SABR is a guideline-recommended treatment for early stage non-small cell lung cancer (ES-NSCLC). Local control rates of ≥90% have been reported. To identify risk factors for recurrences and determine optimal follow-up schedules, we analyzed local recurrences (LR) in patients treated with SABR to the recommended minimal biologically effective dose (BED10) of 100Gy [ESMO Clinical practice guidelines 2013].


All patients treated with SABR at the VUmc are recorded in a institutional database. We excluded patients with double tumors, TNM-stages other than T1-T2N0M0 and previous treatment for the index tumor. Cox regression analysis was performed to investigate the prognostic value of age, gender, TNM-stage, fractionation scheme, PTV-size, histology, and a history of prior malignancy.


LR were diagnosed in 46 out of 855 patients treated with SABR for ES-NSCLC. Median follow-up was 52 months; actuarial local control rates at 3 and 5 years were 92.4% and 90.9% respectively. Median time to LR was 22 months (range 7-87 months). LR was diagnosed based on CT scans in all but two patients and confirmed with pathology in 18 patients (39%) and/or FDG-PET scans in 32 patients (70%). Recurrence was local only in 25 patients (54%) and loco-regional in 31 patients (67%). None of the investigated factors correlated significantly with local control on multivariate analysis. Because 74% of patients with LR were initially considered inoperable, only 10 patients (21%) underwent radical salvage therapy, in the form of surgery (n = 6) with adjuvant chemotherapy (n = 3) or radiotherapy (n = 1), high-dose radiotherapy (n = 3), or chemo-radiation (n = 1). The median survival following diagnosis of a LR was 12 months, with a 2-year survival of 23%. In patients who underwent radical salvage median survival following diagnosis was 36 months.

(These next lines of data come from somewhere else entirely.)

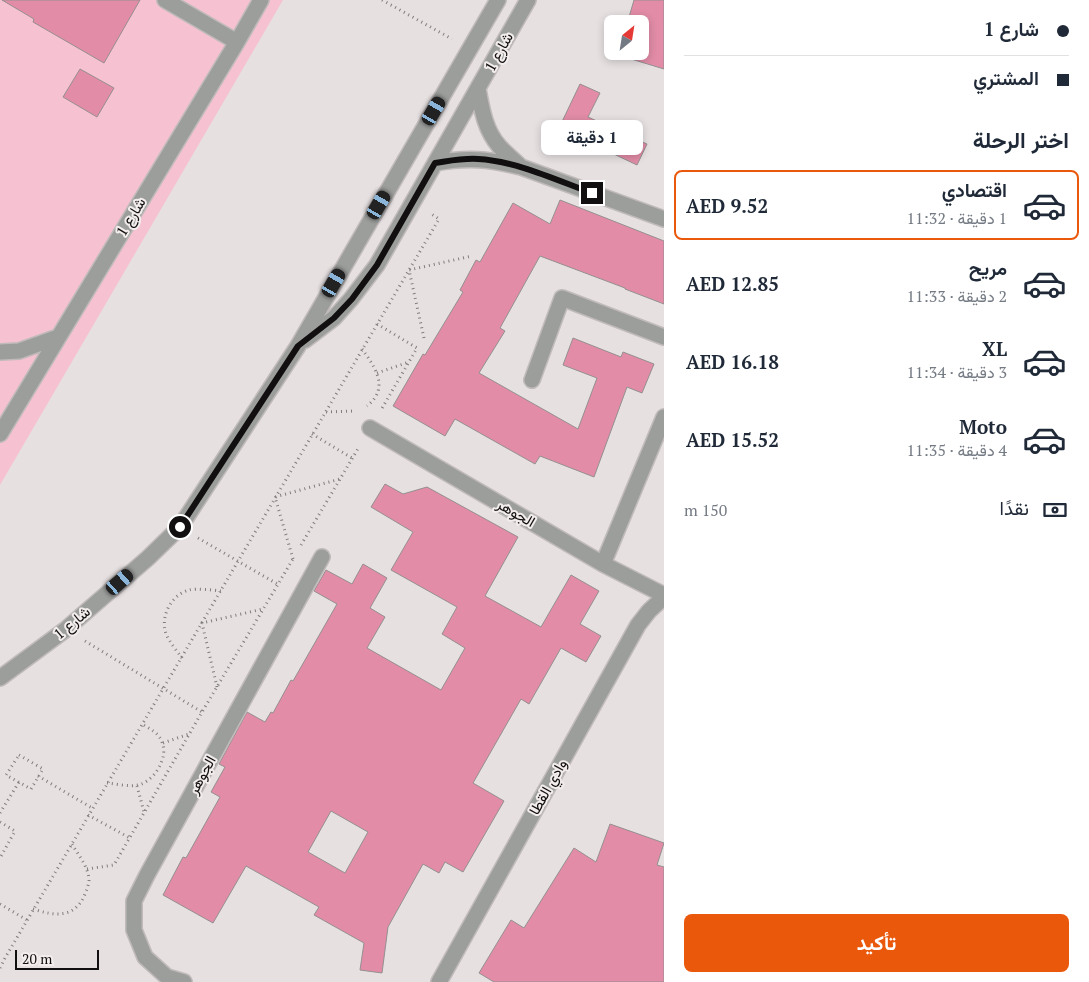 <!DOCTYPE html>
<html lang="ar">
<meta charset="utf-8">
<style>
:root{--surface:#fff;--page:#f6f6f7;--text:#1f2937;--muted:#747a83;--line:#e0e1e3;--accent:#ea580c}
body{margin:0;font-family:"PT Serif",Vazirmatn,serif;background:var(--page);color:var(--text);direction:rtl;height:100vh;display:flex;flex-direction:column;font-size:19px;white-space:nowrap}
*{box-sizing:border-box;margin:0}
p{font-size:16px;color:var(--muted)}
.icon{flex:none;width:28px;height:28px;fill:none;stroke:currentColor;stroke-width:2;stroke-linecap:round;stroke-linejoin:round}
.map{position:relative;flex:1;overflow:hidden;direction:ltr}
.details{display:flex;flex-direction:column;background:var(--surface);width:425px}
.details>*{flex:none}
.banner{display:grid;align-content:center;height:110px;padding:0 20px;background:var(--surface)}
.needle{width:32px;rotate:30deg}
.controls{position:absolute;left:604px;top:15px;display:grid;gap:10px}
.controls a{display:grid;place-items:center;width:45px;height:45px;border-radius:8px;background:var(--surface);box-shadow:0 2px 8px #0003;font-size:25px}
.scale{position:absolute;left:15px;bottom:12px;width:84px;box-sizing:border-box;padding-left:5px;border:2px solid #110f0f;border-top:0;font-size:14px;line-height:18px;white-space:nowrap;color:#110f0f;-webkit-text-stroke:4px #f3edee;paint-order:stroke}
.end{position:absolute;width:22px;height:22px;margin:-11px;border:6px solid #110f0f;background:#fff;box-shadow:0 0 0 2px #fff}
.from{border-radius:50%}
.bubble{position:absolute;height:35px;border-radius:8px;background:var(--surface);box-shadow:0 2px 8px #0003;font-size:16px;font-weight:700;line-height:35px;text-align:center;direction:rtl}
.car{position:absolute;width:15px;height:30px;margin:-15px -8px;border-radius:6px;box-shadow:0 0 4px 1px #0007;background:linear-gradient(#222 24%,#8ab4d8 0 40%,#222 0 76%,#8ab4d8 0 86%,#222 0)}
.banner b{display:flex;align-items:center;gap:18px;height:48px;font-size:19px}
.banner b+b{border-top:1px solid var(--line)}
.banner i{width:12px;height:12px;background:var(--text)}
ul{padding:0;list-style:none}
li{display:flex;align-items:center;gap:15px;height:70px;margin:0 10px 8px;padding:0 10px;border:2px solid transparent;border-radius:8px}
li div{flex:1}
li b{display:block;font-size:19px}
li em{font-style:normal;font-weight:700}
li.active{border-color:var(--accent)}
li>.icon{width:45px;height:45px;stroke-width:1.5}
h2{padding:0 20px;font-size:22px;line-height:60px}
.pay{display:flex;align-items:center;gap:12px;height:55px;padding:0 20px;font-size:19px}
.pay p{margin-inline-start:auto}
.button{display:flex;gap:10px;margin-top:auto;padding:10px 20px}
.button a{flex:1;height:58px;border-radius:8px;background:var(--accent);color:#fff;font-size:20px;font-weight:700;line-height:58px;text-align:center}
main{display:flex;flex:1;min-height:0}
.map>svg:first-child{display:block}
.green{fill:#f6c1d0}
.building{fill:#e28ca7;stroke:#958f91;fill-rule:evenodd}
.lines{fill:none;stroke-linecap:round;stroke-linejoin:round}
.minor-casing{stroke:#c0babb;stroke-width:18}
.path{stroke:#817d7e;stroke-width:3;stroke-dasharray:1 4;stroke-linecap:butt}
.minor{stroke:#9c9e9c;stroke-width:15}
.route{stroke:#110f0f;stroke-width:6}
.labels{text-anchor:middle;stroke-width:4;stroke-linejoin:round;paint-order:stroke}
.street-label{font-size:15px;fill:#110f0f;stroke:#f3edee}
</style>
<main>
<section class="details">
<div class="banner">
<b><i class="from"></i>شارع 1</b>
<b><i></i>المشتري</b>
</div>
<h2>اختر الرحلة</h2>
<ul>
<li class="active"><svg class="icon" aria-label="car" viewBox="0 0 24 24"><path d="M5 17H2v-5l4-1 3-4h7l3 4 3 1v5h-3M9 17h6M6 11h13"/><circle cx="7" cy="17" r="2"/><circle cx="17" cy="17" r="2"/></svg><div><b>اقتصادي</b><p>1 دقيقة · 11:32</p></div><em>AED 9.52</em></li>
<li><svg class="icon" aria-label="car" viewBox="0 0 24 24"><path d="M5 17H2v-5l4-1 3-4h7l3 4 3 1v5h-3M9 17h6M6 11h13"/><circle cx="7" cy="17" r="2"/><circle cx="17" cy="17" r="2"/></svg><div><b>مريح</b><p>2 دقيقة · 11:33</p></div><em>AED 12.85</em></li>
<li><svg class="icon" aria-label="car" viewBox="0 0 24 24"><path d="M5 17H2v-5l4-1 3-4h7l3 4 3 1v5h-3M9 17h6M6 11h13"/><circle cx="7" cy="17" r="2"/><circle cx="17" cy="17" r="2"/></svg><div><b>XL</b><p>3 دقيقة · 11:34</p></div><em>AED 16.18</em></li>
<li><svg class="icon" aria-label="car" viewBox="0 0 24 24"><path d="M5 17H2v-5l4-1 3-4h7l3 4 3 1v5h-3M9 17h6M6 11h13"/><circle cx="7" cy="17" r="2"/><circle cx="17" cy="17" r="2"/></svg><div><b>Moto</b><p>4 دقيقة · 11:35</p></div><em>AED 15.52</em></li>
</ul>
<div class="pay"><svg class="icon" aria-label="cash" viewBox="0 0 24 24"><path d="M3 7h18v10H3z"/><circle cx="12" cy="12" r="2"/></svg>نقدًا<p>150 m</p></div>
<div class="button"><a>تأكيد</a></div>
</section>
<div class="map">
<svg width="664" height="982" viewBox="0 0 664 982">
<rect width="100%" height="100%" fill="#e6e0e1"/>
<path class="green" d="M 0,0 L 283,0 L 0,485 Z"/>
<path class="building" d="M 2,0 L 140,0 L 104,63 L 33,22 L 34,19 Z
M 634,0 L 664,0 L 664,69 L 618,55 L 619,51 L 640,51 L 640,24 L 627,24 Z
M 80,69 L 114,88 L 97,117 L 63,97 Z
M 580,84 L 600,93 L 588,117 L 647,144 L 637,165 L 559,128 Z
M 560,200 L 664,241 L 664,304 L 625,289 L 625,288 L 540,256 L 500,328 L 505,331 L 479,373 L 578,429 L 597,378 L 563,365 L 573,338 L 621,357 L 623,352 L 654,364 L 642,393 L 627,387 L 594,477 L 540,456 L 535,464 L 455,419 L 445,436 L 393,406 L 423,354 L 425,355 L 463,292 L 460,290 L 476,260 L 480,262 L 513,203 L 550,224 Z
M 385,484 L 403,494 L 427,487 L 518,537 L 485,596 L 541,627 L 571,575 L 599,591 L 580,624 L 601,636 L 586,662 L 561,648 L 529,704 L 521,699 L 473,783 L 504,801 L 463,872 L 445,862 L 439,873 L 423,864 L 388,927 L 382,973 L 360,970 L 364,943 L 314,915 L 319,907 L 246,866 L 213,923 L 163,895 L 183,857 L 186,858 L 220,797 L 211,792 L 225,767 L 219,764 L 247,712 L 265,722 L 271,712 L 273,713 L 291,680 L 293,681 L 337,604 L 314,591 L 326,570 L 352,584 L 363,564 L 387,578 L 370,608 L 385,617 L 367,648 L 441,690 L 465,648 L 442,634 L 457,607 L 391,570 L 413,532 L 371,507 ZM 331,811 L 368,832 L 345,873 L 308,852 Z
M 610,824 L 664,843 L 657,865 L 664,867 L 664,982 L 494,982 L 479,973 L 511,920 L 524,928 L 574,848 L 596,862 Z"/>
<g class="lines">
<g class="minor-casing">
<path id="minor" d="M 165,0 L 237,42
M 478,89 C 482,110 485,130 499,146 C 505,153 513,159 520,166
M 435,163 C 469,157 488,159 521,167 L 664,219
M 305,340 L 334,318 L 351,299 L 377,265 L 528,0
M 0,352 L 19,351 L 58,337
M 532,380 L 562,298 L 664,337
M 370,428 L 603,564 L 664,595
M 0,434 L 237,42 L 261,0
M 603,564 L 664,417
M 0,678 L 65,630 L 148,558 L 180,527 L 298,346 L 498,0
M 184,982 L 167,977 L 145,957 L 134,930 L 134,901 L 147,875 L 322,557
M 439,982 L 638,625 L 649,611 L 664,597"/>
</g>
<path class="path" d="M 382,0 L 452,39
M 377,324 L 417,348 L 381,410
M 424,338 L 409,270 L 472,256
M 362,349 C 375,367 390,388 367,406
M 377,373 L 409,362
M 326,412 L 355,411
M 312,434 L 352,458
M 198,538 L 279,585
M 301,545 L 359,447
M 293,559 L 275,497 L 340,479
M 85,641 L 202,712
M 182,658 C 177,651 170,643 166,634 C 160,616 171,595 189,590 C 197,588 212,590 221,591
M 217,687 L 202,623 L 263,609
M 163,743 L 189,734
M 19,755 L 43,769 L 31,789 L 6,775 Z
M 38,776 L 92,808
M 107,783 C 117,784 129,787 138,785 C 154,782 169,757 162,742 C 159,733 150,729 142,724
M 137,786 L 144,812
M 0,813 L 19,782
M 88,815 L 130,838
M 0,822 L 15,831 L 0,858
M 87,869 L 114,865 L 202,712 L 293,559
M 0,904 L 27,920
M 33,909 C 54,916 75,919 85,894 C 87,889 89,884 89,879 C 88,866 78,855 72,844
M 0,968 L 5,958 L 439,219 L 430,213"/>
<use href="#minor" class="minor"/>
</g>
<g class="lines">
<path class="route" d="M 180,527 L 298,346 L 334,318 L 352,299 L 377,265 L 435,163 C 449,161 463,158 478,159 C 516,161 556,180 592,193"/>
</g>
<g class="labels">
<g class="street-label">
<text transform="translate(499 52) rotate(-61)" y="5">شارع 1</text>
<text transform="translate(131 217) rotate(-59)" y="5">شارع 1</text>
<text transform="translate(516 513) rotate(30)" y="5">الجوهر</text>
<text transform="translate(72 623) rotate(-40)" y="5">شارع 1</text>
<text transform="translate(202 775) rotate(-61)" y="5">الجوهر</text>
<text transform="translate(548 787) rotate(-61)" y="5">وادي القطا</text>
</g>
</g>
</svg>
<div class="controls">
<a><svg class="needle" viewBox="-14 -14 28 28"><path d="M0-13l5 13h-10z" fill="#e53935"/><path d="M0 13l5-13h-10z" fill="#747a83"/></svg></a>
</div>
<div class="scale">20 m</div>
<i class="end from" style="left:180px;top:527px"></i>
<i class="end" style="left:592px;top:193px"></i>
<div class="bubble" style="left:541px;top:120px;width:102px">1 دقيقة</div>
<i class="car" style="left:434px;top:111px;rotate:30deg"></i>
<i class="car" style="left:379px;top:205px;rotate:30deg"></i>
<i class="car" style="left:334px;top:283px;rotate:30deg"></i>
<i class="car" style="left:120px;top:582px;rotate:49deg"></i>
</div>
</main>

In a relatively large cohort of patients with a LR following SABR for ES-NSCLC, none of the investigated factors correlated with local failure. Given the large variation in time to LR of up to 87 months, and the presence of isolated LR in 54% of such patients, we suggest that long term follow-up is important for patients who are eligible for salvage therapies.


F.J. Lagerwaard and S. Senan: have received speaker honoraria from Varian Medical Systems.

B.J. Slotman and M. Dahele: have received honoraria from Varian Medical Systems.

The dept of Radiation Oncology at the VUmc has a research agreement with Varian Medical Systems.

All other authors have declared no conflicts of interest.